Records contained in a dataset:

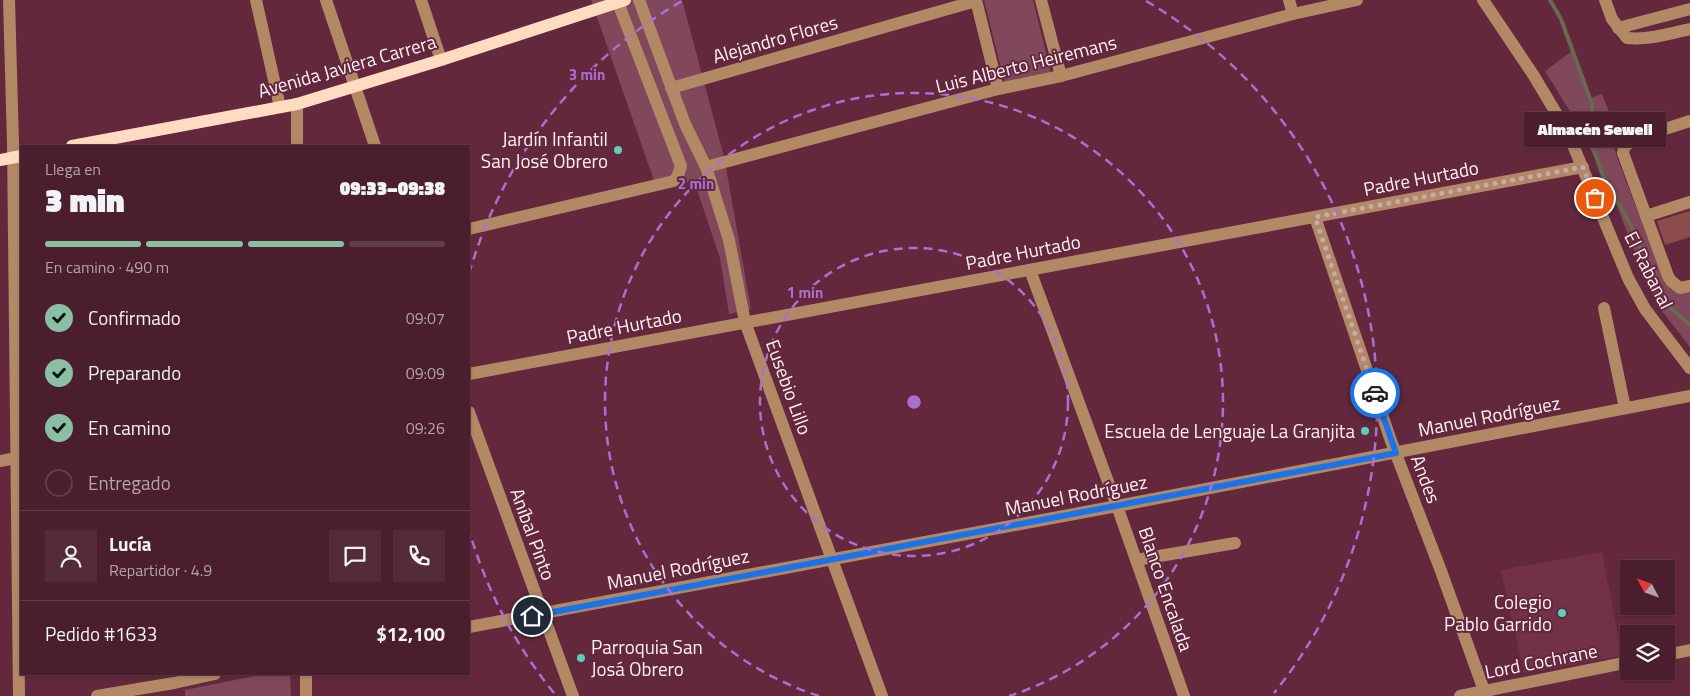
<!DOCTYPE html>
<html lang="es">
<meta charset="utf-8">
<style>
:root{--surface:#4a1e2d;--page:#542b39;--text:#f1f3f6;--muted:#b2a2aa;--line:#613c49;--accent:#8abfa5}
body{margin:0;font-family:"Titillium Web",sans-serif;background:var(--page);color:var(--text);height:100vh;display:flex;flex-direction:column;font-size:19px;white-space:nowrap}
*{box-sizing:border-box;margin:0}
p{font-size:16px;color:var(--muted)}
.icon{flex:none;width:28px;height:28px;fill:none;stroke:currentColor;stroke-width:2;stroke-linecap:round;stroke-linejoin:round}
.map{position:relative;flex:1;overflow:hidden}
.panel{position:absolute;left:20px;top:145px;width:450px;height:530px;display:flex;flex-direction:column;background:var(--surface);border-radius:0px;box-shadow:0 1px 4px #0004,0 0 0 1px var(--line)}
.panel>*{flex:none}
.needle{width:32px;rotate:311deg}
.controls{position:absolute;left:1620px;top:560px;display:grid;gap:10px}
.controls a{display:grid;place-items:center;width:55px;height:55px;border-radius:0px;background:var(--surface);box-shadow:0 1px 4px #0004,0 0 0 1px var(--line);font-size:25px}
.pin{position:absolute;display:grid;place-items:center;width:42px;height:42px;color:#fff;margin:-21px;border:2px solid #fff;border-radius:50%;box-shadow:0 1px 5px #0007}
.courier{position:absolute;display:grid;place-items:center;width:50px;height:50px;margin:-25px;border:4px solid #1a73e8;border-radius:50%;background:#fff;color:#222;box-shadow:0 1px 6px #0007}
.bubble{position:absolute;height:35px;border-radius:0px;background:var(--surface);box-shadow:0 1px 4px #0004,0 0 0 1px var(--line);font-size:16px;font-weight:800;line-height:35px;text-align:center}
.overview em{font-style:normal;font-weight:800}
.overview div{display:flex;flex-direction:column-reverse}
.overview{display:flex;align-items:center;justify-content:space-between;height:85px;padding:0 25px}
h1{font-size:32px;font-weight:800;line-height:38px}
.bar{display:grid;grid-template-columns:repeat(4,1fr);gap:8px 5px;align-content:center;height:60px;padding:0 25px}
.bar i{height:6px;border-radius:4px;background:var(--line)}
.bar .selected{background:var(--accent)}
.bar p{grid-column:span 4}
.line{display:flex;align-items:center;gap:12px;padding:0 25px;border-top:1px solid var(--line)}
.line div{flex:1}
.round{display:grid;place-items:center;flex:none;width:52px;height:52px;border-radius:0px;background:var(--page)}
ol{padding:0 25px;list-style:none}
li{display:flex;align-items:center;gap:15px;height:55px}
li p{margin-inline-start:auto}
li .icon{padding:5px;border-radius:50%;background:var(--accent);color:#111;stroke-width:4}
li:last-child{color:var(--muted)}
li i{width:28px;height:28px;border:2px solid var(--line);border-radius:50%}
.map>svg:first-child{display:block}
</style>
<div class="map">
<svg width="1690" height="696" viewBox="0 0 1690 696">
<rect width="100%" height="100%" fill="#63283c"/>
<path fill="#733148" d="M1602 552 1622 656 1524 673 1501 570Z"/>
<g fill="#80485a">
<path d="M591 0H682L724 157 751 309 729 314 720 258 694 181 657 189Z"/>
<path d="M984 0H1033L1051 73 1005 84Z"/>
<path d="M1572 51 1590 98 1602 94 1619 137 1614 147 1618 160 1665 283 1671 289 1690 290V347L1662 311 1636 256 1613 195 1579 126 1545 71Z"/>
<path d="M265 674H290L291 696H185V690Z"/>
</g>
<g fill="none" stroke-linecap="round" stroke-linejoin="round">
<path stroke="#686950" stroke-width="4" d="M1550 0 1561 19 1592 104V113L1588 132 1590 139 1603 176 1631 226 1640 249 1645 275 1656 293 1667 305 1690 325"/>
</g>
<path fill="#8c4b4c" d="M1690 211V237L1665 245 1657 221Z"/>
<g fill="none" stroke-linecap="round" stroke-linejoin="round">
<g stroke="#b28865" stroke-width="12">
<path d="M9 0 13 143 19 696"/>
<path d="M256 0 280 107"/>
<path d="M326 0 375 146"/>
<path d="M421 0 441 60"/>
<path d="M639 0 685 124 706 167 729 240 745 322 882 696"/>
<path d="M976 0 998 89"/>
<path d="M1041 0 1061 76"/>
<path d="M1289 0 1293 14"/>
<path d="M1483 0 1534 76 1568 133 1628 278 1645 309 1690 368"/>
<path d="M1605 0 1612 19 1627 38C1649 40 1669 34 1690 29"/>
<path d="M1618 28 1690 9"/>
<path d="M671 88 976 1"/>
<path d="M297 104V146"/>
<path d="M1690 121 1634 139 1624 147 1623 153 1668 276 1671 281 1680 288 1690 286"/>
<path d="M706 167 998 89 1061 76 1293 14 1357 0"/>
<path d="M1646 216 1690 202"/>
<path d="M1315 217 1391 441 1441 571 1486 696"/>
<path d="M469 229 674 181 678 175 681 166 617 0"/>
<path d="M1030 270 1117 506 1184 696"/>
<path d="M1604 308 1625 408"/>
<path d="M469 374 1583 167"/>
<path d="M469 412 573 696"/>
<path d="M0 461 21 457"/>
<path d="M1136 560 1235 543"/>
<path d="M469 627 1117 506 1690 396"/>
<path d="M1666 655 1690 650"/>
<path d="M306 674V696"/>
<path d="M97 696 174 683 215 674"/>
<path d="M1460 696 1629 662"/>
</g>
<g stroke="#ffdcc1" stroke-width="12">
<path d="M72 146 297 104 441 60 625 0"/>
<path d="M0 160 21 156"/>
</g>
</g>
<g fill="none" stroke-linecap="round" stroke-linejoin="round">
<path stroke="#c8a9b3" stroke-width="5" stroke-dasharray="0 9" d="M1375 393 1315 217 1583 167 1595 198"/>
<path stroke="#1a73e8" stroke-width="6" d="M532 616 1396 453 1375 393"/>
</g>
<g fill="none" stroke="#a970d1" stroke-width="2.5" stroke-dasharray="9 6">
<circle cx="914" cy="402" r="154"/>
<path d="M819 696A309 309 0 1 1 1009 696"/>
<path d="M554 693A463 463 0 0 1 469 530M469 274A463 463 0 0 1 682 1M1146 1A463 463 0 0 1 1274 693"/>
</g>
<g fill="#5cceba" stroke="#63283c" stroke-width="2">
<circle cx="618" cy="150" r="5"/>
<circle cx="1365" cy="431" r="5"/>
<circle cx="1562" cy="613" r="5"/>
<circle cx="581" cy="658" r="5"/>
</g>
<g text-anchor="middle" stroke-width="4" stroke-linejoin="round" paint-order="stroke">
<g font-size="19" fill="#ffeff3" stroke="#63283c">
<text transform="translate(775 39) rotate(-16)" y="7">Alejandro Flores</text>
<text transform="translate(1026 64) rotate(-14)" y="7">Luis Alberto Heiremans</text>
<text transform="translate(347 66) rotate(-16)" y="7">Avenida Javiera Carrera</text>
<text transform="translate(1421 178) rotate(-11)" y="7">Padre Hurtado</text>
<text transform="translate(1023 252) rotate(-11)" y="7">Padre Hurtado</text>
<text transform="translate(1649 270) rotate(63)" y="7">El Rabanal</text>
<text transform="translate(624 326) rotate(-11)" y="7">Padre Hurtado</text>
<text transform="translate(789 387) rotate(70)" y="7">Eusebio Lillo</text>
<text transform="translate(1489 416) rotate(-11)" y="7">Manuel Rodríguez</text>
<text transform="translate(1426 479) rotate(69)" y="7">Andes</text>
<text transform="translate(1076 495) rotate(-11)" y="7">Manuel Rodríguez</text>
<text transform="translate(533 534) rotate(70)" y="7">Aníbal Pinto</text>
<text transform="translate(678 569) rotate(-11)" y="7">Manuel Rodríguez</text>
<text transform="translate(1166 589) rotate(71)" y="7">Blanco Encalada</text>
<text transform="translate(1541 661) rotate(-11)" y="7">Lord Cochrane</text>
</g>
<g font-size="19" fill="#ffeff3" stroke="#63283c" text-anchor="end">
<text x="608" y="146">Jardín Infantil<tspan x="608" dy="22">San José Obrero</tspan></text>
<text x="1355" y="438">Escuela de Lenguaje La Granjita</text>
<text x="1552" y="609">Colegio<tspan x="1552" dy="22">Pablo Garrido</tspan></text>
<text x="591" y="654" text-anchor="start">Parroquia San<tspan x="591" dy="22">Josá Obrero</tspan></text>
</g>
</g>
<circle cx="914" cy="402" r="8" fill="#a970d1" stroke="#63283c" stroke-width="2.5"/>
<g font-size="15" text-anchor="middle" font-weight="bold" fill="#a970d1" stroke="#63283c" stroke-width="4" stroke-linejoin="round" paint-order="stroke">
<text x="587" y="80">3 min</text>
<text x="696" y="189">2 min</text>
<text x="805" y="298">1 min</text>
</g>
</svg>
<div class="controls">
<a><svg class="needle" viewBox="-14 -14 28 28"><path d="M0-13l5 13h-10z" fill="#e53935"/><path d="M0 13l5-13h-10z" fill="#b2a2aa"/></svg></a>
<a><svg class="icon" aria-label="layers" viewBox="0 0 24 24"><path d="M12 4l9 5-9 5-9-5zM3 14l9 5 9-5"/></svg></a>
</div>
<div class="pin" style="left:1595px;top:198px;background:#ea580c"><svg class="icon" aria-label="bag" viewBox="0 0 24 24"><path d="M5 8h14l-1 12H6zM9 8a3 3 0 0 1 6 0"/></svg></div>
<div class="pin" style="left:532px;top:616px;background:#1f2937"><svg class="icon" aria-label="home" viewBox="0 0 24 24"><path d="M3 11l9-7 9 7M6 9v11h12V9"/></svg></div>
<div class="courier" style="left:1375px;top:393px"><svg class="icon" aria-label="car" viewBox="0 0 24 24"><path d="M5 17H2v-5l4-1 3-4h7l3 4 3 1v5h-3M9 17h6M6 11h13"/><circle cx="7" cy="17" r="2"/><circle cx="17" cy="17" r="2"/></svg></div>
<div class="bubble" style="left:1524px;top:112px;width:142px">Almacén Sewell</div>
<section class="panel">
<div class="overview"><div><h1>3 min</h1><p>Llega en</p></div><em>09:33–09:38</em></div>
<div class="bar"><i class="selected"></i><i class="selected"></i><i class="selected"></i><i></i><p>En camino · 490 m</p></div>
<ol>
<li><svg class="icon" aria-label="check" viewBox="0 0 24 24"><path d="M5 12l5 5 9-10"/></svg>Confirmado<p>09:07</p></li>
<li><svg class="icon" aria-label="check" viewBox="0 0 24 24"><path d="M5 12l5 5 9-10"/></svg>Preparando<p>09:09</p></li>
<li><svg class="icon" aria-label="check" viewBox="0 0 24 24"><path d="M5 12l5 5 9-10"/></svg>En camino<p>09:26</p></li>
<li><i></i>Entregado</li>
</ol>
<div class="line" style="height:90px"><a class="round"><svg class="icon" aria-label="person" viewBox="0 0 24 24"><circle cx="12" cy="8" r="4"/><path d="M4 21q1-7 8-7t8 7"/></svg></a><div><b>Lucía</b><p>Repartidor · 4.9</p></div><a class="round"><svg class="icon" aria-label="chat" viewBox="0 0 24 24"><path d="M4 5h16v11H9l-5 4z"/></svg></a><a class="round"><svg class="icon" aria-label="phone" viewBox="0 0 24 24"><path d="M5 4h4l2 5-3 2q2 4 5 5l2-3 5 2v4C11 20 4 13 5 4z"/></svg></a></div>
<div class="line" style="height:65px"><div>Pedido #1633</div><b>$12,100</b></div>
</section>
</div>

Task statement
List all lines above in which the string "camino" appears.

Task response
<div class="bar"><i class="selected"></i><i class="selected"></i><i class="selected"></i><i></i><p>En camino · 490 m</p></div>
<li><svg class="icon" aria-label="check" viewBox="0 0 24 24"><path d="M5 12l5 5 9-10"/></svg>En camino<p>09:26</p></li>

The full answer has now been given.